Risposte a “I rigassificatori servono subito!”

  1. Avatar Da Askanews
    Da Askanews

    Snam: attivare rigassificatore Piombino costerà 72 milioni
    Tra allacciamento, lavori in banchina e altre voci di spesa

    Firenze, 1 settembre (askanews) – E’ di 72 milioni di euro il costo preventivato da Snam per far entrare in funzione il rigassificatore, una volta che la nave Golar Tundra sarà ormeggiata nel porto di Piombino.

    Per quanto riguarda il tratto di allacciamento, si stima una spesa di 23 milioni, più 8 milioni per i lavori in banchina. Le opere complementari di cantieristica, scavi, movimentazione materiali e logistica, tramite subappalti locali, incidono per 21 milioni. La direzione dei lavori altri 4 milioni, 11 milioni per i materiali e 5 milioni in progettazione e studi specialistici.

    Il cronoprogramma dell’investimento è ripartito in 37 milioni per il 2022 e 35 per il 2023. Complessivamente, Snam immagina una ricaduta positiva per l’indotto in 978 unità lavorative annue.

    L’obiettivo è far diventare OPERATIVO il rigassificatore AD APRILE 2023, “a patto – sottolinea Snam – che vengano ultimati i processi autorizzativi e completati gli interventi di realizzazione dell’investimento”. La nave rimarrà nel porto fino a marzo 2026 “per poi essere collocata altrove”.

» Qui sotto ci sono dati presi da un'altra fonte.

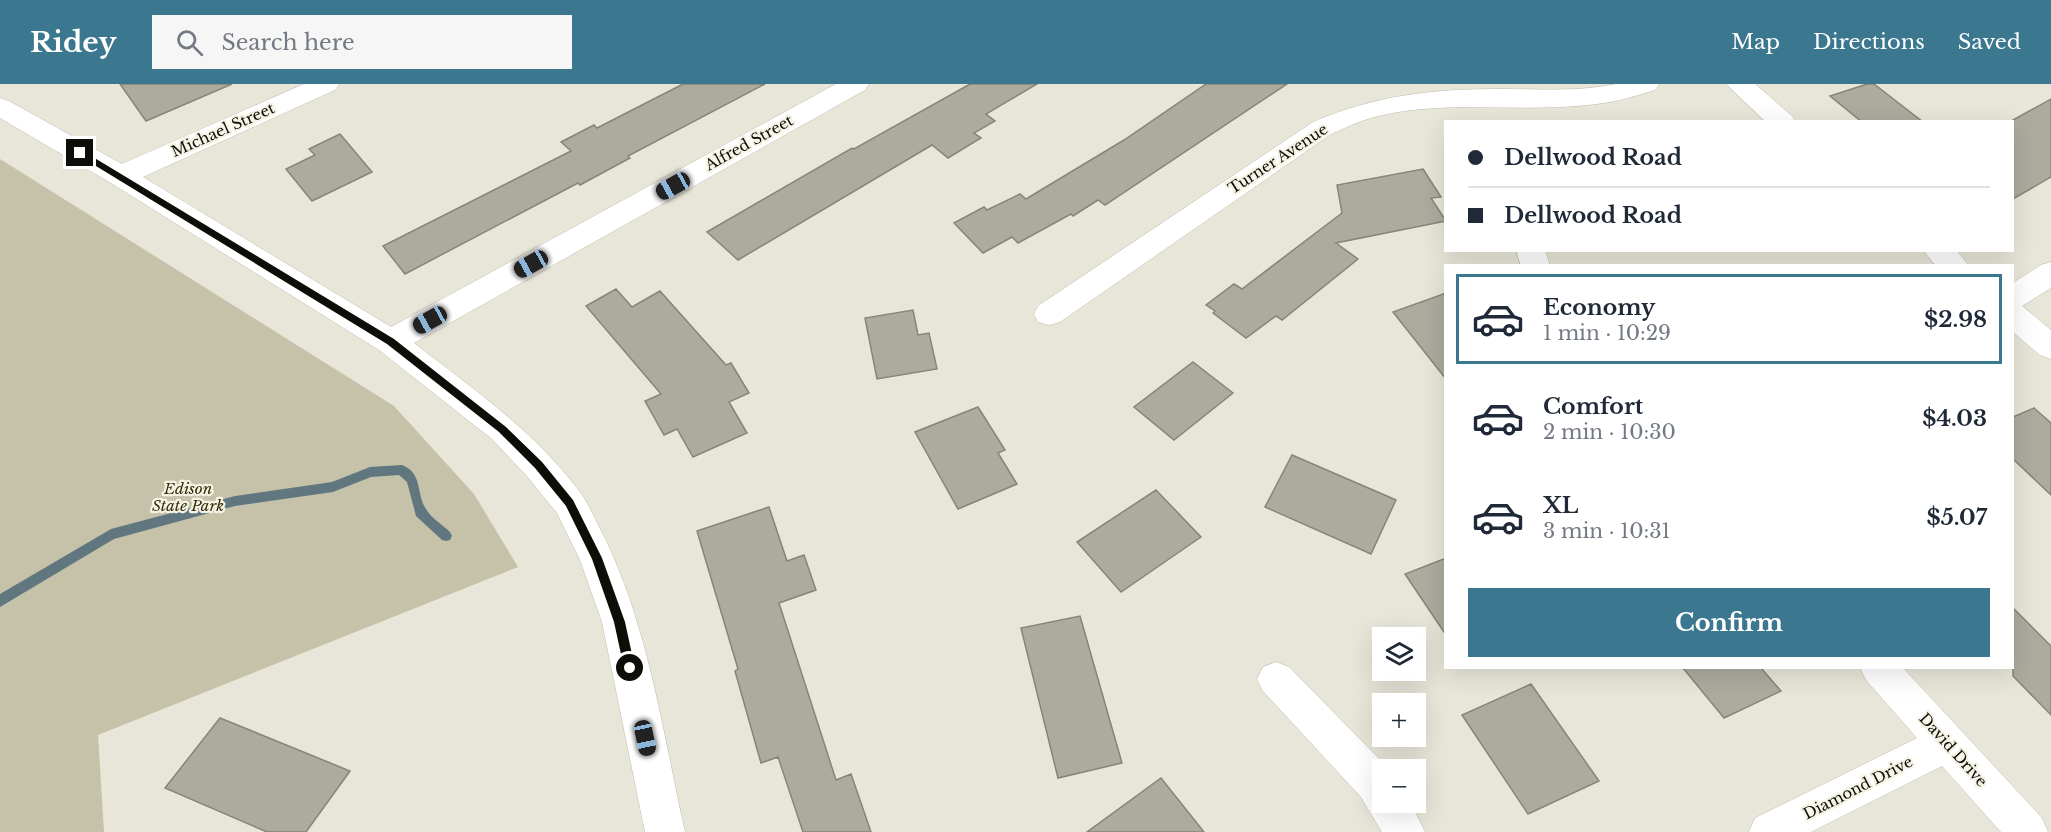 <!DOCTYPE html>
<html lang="en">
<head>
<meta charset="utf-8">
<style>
	body { margin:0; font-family:"Libre Baskerville",serif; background:#f6f6f7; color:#1f2937; height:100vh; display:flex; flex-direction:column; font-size:22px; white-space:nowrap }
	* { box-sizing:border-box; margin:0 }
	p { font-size:20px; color:#747a83 }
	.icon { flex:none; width:33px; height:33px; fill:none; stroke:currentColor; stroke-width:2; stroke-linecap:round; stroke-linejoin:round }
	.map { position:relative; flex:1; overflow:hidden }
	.panel { position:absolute; left:1444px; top:180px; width:570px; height:405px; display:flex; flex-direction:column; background:#fff; border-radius:0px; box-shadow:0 6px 24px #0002 }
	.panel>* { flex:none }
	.guide { position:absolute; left:1444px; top:36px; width:570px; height:132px; border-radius:0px; box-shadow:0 6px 24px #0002; display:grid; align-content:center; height:132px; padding:0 24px; background:#fff }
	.fabs { position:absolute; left:1372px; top:543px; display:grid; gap:12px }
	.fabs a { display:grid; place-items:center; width:54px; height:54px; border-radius:0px; background:#fff; box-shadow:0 6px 24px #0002; font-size:30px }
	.end { position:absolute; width:27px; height:27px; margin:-14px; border:8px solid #0e0e09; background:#fff; box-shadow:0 0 0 3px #fff }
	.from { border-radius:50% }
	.car { position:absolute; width:18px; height:36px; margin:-18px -9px; border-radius:8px; box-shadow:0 0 4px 2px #0007; background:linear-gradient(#222 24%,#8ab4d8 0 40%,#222 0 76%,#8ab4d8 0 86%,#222 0) }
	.guide b { display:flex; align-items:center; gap:21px; height:57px; font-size:22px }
	.guide b+b { border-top:2px solid #e0e1e3 }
	.guide i { width:15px; height:15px; background:#1f2937 }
	ul { padding:10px 0 0; list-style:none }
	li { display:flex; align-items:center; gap:18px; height:90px; margin:0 12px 9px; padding:0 12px; border:3px solid transparent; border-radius:0px }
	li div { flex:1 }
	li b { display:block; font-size:22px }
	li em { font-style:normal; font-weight:800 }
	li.on { border-color:#3b778e }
	li>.icon { width:54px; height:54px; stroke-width:1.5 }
	.action { display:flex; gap:12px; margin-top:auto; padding:12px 24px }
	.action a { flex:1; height:69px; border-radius:0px; background:#3b778e; color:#fff; font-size:24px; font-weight:800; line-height:69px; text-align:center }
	header { display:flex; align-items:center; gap:36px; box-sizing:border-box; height:84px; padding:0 30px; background:#3b778e; color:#fff }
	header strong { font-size:28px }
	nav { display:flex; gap:33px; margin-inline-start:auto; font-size:21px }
	.search { width:420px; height:54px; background:#f6f6f7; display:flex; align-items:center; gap:15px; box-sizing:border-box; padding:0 21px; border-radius:0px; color:#747a83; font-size:22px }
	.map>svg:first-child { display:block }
</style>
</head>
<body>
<header>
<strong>Ridey</strong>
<div class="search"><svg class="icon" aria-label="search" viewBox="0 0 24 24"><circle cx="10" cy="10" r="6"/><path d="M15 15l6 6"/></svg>Search here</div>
<nav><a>Map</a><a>Directions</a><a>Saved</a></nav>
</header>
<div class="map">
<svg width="2051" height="748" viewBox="0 0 2051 748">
	<rect width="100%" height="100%" fill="#e8e6d8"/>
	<path fill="#c5c2a9" d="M 0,75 L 394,322 L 474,410 L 518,483 L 98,651 L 104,748 L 0,748 Z"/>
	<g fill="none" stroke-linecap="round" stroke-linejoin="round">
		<path fill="#61777f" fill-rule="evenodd" d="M 402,381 C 423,389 416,410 426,425 C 431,434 443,441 450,448 L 452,452 L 450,456 L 446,457 L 442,456 L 416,432 L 407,398 L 399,391 L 371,393 L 333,408 L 235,422 L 114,455 L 0,523 L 0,510 L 111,445 L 235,412 L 332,398 L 370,383 Z"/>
	</g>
	<path fill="#adab9e" stroke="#868578" stroke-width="1.5" d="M 120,0 L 232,0 L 146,37 Z
		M 683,0 L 765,0 L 628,72 L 630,74 L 580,101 L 578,99 L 405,190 L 383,162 L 571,67 L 561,58 L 594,41 L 597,44 Z
		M 970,0 L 1037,0 L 986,30 L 995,37 L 974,49 L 981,54 L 948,74 L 932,61 L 738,176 L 707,148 L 852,64 L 854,65 Z
		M 1206,0 L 1287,0 L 1105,121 L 1098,116 L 1073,132 L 1071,130 L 1018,159 L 1012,153 L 983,169 L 954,139 L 984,123 L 987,126 L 1020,110 L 1026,115 L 1124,56 Z
		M 1867,0 L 1874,0 L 1923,38 L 1862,38 L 1830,12 Z
		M 2051,15 L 2051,93 L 2013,115 L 2013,36 Z
		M 340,50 L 372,88 L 312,117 L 286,85 L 315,71 L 309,65 Z
		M 1423,85 L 1441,113 L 1431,114 L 1446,137 L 1336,159 L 1358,175 L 1282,236 L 1276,232 L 1246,254 L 1213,229 L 1215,227 L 1206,221 L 1234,200 L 1242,205 L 1342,129 L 1337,101 Z
		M 616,205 L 632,223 L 660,207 L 726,281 L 731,279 L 749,309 L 729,318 L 747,349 L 693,373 L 677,345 L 664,351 L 645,317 L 661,310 L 586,222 Z
		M 1446,209 L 1446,295 L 1393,228 Z
		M 913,226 L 918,251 L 929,249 L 937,285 L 877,295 L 865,234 Z
		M 1193,278 L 1233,309 L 1174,356 L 1134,323 Z
		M 978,323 L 1005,366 L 998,369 L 1017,400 L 958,425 L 915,348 Z
		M 2034,324 L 2051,339 L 2051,411 L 2013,375 L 2013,333 Z
		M 1292,371 L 1396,416 L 1371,470 L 1265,423 Z
		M 1156,406 L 1201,453 L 1121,508 L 1077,458 Z
		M 769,423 L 787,477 L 804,471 L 816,506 L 779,519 L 836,696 L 851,690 L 871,748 L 803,748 L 778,673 L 761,679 L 735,587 L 738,585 L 697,447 Z
		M 1446,474 L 1446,551 L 1405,490 Z
		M 2013,524 L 2051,562 L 2051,631 L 2013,592 Z
		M 1080,532 L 1122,679 L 1058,694 L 1021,544 Z
		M 1683,584 L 1761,584 L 1781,607 L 1724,634 Z
		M 1531,600 L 1599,697 L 1528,730 L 1462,631 Z
		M 220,634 L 350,687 L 306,748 L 267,748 L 165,704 Z
		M 1161,694 L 1204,748 L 1087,748 Z"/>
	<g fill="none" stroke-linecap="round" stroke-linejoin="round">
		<defs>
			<path id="street" d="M 304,0 L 339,0 L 335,6 L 143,93 L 391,243 L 836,0 L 869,0 L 865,6 L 414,259 C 473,305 534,347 579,407 C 587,417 593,431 599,443 C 648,537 662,646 685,748 L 645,748 L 602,538 L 580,476 L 557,429 L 526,391 L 492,355 L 379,266 L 111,99 L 0,34 L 0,14 L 9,17 L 122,80 Z
				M 1616,0 L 1659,0 L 1655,6 C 1633,13 1611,19 1588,21 C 1517,29 1444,15 1374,33 C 1359,37 1345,44 1331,50 L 1060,238 L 1049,241 L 1038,238 L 1034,230 L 1038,222 L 1313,38 C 1376,11 1433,5 1501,5 C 1540,5 1578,8 1616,0 Z
				M 1726,0 L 1755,0 L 1792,32 L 1796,38 L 1766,38 Z
				M 1516,166 L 1545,166 L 1550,182 L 1521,182 Z
				M 1923,166 L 1956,166 L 1969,182 L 1936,182 Z
				M 2051,178 L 2051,204 L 2022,222 L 2051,246 L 2051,275 L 2040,271 L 2013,248 L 2013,199 L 2041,181 Z
				M 1276,578 L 1289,583 L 1389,685 L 1383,686 L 1383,718 L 1410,718 L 1425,748 L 1382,748 L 1361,713 L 1263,607 L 1257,595 L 1263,583 Z
				M 1860,584 L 1903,584 L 2042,734 L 2048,748 L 2001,748 L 1942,682 L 1811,748 L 1749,748 L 1755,734 L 1917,654 L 1866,596 Z"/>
		</defs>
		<use href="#street" stroke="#c0beb1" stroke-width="1"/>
		<use href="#street" fill="#fff" fill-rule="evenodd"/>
	</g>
	<path fill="#0e0e09" d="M 78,67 L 83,67 L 394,255 L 506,343 L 542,378 L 573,416 L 602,474 L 625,538 L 635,584 L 634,588 L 630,590 L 624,584 L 614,538 L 592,475 L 566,422 L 535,384 L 499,348 L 387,260 L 78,71 Z"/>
	<g text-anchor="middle" stroke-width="4.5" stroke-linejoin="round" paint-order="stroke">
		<g font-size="15" fill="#0e0e09" stroke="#f5f3e5">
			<text transform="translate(223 46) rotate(-24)" y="5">Michael Street</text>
			<text transform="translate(749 59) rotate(-29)" y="5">Alfred Street</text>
			<text transform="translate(1278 75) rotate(-33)" y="5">Turner Avenue</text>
			<text transform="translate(1953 666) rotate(48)" y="5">David Drive</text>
			<text transform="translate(1858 704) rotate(-27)" y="5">Diamond Drive</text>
		</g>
		<g font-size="15" font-style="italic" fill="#312b04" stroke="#f5f3e5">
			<text x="188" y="410">Edison<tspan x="188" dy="17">State Park</tspan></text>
		</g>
	</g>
</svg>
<div class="fabs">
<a><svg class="icon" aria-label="layers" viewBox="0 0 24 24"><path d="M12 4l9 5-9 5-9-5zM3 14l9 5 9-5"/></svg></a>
<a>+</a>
<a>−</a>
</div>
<i class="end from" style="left:630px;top:584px"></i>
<i class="end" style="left:80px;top:69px"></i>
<i class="car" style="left:673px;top:102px;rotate:241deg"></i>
<i class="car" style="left:531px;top:180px;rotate:241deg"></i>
<i class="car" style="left:430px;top:236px;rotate:241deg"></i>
<i class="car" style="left:645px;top:654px;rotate:168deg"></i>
<div class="guide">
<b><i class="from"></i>Dellwood Road</b>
<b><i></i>Dellwood Road</b>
</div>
<section class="panel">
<ul>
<li class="on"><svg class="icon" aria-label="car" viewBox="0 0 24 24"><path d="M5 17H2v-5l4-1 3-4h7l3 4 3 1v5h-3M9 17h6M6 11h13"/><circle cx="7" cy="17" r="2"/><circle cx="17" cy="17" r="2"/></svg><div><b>Economy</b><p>1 min · 10:29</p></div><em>$2.98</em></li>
<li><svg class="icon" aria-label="car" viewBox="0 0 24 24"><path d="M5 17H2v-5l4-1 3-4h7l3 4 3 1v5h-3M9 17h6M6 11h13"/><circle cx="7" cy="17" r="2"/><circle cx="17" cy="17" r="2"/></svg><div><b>Comfort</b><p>2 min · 10:30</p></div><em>$4.03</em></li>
<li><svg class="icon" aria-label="car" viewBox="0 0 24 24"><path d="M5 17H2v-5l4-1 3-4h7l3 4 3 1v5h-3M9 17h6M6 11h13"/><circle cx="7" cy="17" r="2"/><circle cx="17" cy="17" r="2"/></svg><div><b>XL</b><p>3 min · 10:31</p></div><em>$5.07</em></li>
</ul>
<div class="action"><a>Confirm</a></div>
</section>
</div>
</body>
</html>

    https://www.askanews.it/economia/2022/09/01/snam-attivare-rigassificatore-piombino-coster%c3%a0-72-milioni-pn_20220901_00015/

  2. Avatar Da Il Post
    Da Il Post

    Ci sono anche altri progetti di rigassificatori:
    oltre a Piombino e Ravenna sono in programma anche in Sardegna, Sicilia e Calabria, alcuni fermi da anni e molto contestati

    1 settembre 2022

    Fino allo scorso anno erano probabilmente in pochi a sapere cosa fosse un rigassificatore, una parola diventata poi centrale nel dibattito politico per via della crisi energetica aggravata in seguito all’invasione russa in Ucraina.

    I due progetti di impianti per riportare allo stato gassoso il gas naturale liquefatto più citati sono quelli di Piombino (Livorno) e di Ravenna: entrambi sono stati autorizzati con una procedura d’emergenza dal Governo, che ha nominato due commissari per farli installare il prima possibile con l’obiettivo di ridurre la dipendenza dal gas russo.

    Nonostante siano gli unici citati nel dibattito politico e sui mezzi di informazione, Piombino e Ravenna non sono i due soli due rigassificatori che le società energetiche vorrebbero installare nei porti italiani. Ce ne sono almeno altri tre di cui si discute nei rispettivi territori:

    – a Portoscuso, nel sud della Sardegna,
    – a Porto Empedocle, in Sicilia,
    – a Gioia Tauro, in Calabria.

    Tutti questi progetti potrebbero contribuire ad aumentare le forniture di GNL, gas liquefatto proveniente da Paesi non collegati all’Italia da gasdotti, come gli Stati Uniti o il Qatar.

    Il GNL occupa un volume circa 600 volte inferiore rispetto alla forma gassosa, cosa che permette di trasportarne molto di più sulle navi metaniere.